=== Section Start ===

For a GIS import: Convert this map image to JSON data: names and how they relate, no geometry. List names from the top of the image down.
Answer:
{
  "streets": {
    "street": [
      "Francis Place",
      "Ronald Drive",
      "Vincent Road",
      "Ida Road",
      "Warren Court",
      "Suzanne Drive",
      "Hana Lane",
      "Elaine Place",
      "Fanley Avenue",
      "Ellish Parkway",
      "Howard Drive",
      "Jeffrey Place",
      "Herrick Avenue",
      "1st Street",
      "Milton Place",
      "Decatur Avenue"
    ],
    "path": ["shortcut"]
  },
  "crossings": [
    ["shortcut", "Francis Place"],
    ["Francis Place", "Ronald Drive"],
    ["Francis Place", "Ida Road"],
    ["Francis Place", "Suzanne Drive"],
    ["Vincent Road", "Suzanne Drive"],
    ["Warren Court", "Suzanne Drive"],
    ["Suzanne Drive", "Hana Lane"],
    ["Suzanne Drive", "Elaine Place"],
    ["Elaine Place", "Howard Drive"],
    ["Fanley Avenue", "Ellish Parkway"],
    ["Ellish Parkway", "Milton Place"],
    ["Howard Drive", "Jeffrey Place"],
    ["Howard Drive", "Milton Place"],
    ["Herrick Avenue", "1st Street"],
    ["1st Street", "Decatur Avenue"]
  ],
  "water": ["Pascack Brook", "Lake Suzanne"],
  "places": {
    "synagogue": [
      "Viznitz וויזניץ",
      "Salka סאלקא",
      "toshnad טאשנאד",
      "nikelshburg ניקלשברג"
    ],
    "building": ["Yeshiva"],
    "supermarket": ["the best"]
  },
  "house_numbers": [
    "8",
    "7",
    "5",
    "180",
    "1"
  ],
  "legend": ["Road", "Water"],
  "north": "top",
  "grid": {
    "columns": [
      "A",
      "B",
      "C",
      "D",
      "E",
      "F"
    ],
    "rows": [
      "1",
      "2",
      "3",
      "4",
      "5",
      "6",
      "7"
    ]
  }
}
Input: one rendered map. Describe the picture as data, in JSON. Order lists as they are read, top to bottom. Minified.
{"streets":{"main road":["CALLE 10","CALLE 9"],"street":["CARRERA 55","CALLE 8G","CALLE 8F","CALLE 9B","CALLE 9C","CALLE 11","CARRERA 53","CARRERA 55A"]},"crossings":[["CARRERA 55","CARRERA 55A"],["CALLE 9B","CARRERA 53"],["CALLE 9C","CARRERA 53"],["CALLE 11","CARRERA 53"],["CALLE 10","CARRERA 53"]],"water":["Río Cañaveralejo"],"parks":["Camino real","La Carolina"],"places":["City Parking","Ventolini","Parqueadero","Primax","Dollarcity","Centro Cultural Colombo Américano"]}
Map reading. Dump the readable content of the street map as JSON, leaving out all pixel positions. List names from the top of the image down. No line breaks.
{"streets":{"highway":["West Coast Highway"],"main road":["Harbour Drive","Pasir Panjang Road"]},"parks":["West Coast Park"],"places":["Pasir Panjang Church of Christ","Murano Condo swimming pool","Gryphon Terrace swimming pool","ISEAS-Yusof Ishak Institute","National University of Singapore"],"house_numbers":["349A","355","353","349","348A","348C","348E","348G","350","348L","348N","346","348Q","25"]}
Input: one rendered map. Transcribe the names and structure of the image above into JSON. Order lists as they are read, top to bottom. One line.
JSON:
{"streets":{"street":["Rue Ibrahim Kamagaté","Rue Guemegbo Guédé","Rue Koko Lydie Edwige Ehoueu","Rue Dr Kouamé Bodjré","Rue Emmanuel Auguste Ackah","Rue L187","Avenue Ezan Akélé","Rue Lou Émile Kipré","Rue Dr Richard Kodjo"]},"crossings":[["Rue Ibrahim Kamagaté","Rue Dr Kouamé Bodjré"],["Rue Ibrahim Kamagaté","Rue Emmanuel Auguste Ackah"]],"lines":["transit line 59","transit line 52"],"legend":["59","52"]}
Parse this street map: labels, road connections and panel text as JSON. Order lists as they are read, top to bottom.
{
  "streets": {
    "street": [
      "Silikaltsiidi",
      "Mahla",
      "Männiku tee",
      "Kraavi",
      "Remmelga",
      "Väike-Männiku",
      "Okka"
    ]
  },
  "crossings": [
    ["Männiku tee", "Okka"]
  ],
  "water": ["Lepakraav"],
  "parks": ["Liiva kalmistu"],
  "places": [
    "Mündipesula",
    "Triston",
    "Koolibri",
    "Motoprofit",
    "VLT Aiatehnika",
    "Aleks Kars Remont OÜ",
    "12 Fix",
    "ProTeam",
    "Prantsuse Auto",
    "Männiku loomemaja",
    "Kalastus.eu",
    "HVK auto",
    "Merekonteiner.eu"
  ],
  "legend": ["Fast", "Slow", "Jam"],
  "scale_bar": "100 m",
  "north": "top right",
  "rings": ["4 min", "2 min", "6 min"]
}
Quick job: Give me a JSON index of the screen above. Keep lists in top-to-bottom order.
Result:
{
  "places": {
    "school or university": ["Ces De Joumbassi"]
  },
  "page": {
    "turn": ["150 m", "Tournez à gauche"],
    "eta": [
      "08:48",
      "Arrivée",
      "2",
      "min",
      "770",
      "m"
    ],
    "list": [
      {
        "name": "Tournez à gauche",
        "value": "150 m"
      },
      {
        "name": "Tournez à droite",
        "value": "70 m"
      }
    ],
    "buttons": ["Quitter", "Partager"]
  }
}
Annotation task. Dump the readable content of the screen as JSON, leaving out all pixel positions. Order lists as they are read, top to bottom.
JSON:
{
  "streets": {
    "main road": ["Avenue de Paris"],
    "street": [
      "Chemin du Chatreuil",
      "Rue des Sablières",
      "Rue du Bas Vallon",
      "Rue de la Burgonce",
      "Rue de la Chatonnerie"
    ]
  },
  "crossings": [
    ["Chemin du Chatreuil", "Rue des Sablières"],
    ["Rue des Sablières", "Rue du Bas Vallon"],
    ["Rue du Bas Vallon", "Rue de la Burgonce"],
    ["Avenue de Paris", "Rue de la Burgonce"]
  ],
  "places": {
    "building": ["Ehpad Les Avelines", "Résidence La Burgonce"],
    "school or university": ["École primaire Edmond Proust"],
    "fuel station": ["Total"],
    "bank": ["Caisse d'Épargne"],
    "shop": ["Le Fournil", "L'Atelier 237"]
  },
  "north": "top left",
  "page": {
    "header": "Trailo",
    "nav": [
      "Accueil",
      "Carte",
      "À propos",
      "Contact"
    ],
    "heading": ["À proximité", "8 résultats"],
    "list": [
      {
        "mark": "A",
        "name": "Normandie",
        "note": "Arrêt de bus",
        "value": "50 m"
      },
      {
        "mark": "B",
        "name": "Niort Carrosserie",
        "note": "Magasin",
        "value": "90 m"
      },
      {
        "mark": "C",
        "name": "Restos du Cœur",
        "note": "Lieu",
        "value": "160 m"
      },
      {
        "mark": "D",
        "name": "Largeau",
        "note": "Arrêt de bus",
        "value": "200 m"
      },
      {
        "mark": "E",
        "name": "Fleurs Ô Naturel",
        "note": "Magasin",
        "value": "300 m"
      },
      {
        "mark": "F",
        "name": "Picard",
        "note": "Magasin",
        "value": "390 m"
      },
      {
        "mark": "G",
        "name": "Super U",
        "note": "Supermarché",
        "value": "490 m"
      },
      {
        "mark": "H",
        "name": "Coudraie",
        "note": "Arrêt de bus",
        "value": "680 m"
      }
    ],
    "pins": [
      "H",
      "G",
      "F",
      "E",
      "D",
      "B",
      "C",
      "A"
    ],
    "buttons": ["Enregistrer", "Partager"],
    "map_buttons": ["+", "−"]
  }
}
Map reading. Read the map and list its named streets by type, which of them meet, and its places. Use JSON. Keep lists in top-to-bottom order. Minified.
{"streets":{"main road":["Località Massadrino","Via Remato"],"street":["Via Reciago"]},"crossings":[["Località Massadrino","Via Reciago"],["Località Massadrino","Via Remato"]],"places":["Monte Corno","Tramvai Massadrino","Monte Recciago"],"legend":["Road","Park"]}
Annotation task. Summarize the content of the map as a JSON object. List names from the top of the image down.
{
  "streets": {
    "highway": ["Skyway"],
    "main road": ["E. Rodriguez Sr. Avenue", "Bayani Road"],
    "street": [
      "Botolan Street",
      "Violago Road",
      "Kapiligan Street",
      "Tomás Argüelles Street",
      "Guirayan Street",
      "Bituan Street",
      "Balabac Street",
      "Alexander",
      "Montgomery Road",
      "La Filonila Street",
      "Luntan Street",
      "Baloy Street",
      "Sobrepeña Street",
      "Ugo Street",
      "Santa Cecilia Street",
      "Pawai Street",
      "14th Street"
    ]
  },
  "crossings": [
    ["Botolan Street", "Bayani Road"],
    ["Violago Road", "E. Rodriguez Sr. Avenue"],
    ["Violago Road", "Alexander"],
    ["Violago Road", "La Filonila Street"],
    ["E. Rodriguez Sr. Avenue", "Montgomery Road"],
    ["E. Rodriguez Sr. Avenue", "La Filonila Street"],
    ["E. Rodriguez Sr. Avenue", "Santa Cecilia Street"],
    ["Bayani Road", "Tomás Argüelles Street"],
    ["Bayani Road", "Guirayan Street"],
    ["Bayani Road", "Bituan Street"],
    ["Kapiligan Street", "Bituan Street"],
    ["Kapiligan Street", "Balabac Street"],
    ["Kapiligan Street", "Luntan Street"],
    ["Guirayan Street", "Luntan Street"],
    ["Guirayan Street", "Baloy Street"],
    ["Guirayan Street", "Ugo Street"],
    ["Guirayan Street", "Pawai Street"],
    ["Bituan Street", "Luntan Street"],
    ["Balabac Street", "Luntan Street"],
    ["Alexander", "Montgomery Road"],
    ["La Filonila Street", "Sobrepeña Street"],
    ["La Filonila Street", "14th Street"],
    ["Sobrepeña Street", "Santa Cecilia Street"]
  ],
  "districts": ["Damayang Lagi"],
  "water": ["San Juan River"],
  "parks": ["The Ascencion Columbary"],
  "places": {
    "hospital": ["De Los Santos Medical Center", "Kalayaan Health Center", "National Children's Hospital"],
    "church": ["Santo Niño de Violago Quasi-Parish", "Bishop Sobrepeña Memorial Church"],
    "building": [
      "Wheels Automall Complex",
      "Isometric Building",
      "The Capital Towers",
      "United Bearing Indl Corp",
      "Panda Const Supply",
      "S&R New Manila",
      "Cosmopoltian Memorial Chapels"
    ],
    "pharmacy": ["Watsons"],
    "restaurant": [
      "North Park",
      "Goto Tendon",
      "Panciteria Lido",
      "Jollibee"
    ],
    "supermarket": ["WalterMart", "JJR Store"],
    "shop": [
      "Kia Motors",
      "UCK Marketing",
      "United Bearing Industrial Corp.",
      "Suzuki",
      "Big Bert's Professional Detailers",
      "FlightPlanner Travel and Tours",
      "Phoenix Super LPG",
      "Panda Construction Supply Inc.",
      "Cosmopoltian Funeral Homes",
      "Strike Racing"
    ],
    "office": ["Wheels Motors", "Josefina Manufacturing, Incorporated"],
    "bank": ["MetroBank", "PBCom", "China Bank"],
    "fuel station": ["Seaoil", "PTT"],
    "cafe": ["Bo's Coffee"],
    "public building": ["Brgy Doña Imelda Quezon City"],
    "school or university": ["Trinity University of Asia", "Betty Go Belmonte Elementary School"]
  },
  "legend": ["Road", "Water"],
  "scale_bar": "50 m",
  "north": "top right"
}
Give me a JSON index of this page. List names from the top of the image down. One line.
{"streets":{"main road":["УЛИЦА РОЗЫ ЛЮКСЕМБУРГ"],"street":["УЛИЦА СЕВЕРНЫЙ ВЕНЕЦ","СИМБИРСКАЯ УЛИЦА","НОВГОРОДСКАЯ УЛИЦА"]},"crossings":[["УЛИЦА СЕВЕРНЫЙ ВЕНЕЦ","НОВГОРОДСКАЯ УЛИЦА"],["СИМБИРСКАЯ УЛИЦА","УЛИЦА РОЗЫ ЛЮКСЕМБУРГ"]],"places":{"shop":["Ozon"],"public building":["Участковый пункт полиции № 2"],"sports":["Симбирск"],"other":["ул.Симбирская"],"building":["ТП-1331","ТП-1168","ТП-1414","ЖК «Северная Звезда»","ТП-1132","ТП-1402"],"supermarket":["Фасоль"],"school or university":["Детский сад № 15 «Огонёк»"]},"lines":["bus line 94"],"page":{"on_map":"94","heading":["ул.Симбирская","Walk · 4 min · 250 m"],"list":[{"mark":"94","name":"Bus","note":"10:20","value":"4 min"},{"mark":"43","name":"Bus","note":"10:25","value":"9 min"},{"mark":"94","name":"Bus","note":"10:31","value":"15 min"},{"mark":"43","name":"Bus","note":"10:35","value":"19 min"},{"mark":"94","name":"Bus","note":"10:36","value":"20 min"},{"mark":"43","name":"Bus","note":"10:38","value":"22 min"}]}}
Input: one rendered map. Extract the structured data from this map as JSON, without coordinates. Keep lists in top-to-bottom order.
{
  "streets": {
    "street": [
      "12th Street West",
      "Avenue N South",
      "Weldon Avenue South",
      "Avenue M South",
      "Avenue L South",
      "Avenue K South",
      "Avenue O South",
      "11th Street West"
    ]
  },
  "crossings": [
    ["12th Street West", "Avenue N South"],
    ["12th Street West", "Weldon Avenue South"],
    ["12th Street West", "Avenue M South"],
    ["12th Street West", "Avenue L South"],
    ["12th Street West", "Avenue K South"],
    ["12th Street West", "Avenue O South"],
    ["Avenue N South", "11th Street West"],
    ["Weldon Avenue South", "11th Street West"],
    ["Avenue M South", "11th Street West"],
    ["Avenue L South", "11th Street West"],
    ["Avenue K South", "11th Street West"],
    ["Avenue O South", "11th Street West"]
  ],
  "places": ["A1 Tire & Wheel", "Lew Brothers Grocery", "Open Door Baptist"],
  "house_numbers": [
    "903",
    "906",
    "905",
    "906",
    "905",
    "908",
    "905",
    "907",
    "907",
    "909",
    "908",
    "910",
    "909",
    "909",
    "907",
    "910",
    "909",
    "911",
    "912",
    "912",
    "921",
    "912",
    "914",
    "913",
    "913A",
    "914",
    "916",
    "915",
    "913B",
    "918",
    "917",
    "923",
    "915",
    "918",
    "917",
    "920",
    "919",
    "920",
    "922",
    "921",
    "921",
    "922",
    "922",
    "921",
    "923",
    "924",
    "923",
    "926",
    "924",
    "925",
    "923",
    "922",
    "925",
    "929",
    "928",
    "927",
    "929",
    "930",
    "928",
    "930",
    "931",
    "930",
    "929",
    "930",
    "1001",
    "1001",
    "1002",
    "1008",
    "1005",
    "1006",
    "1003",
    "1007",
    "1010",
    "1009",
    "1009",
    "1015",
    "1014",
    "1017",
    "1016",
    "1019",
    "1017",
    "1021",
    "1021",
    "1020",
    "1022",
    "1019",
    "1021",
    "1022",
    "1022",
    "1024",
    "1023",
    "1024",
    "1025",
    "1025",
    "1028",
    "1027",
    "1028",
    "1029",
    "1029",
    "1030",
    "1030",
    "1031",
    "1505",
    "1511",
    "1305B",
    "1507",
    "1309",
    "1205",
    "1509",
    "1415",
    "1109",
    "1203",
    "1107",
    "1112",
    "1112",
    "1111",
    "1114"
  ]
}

=== Section End ===

• **HOW TO COMPLETE THIS TASK**
Copy all lines above containing the string "Filonila".

• **ANSWER SPACE**
      "La Filonila Street",
    ["Violago Road", "La Filonila Street"],
    ["E. Rodriguez Sr. Avenue", "La Filonila Street"],
    ["La Filonila Street", "Sobrepeña Street"],
    ["La Filonila Street", "14th Street"],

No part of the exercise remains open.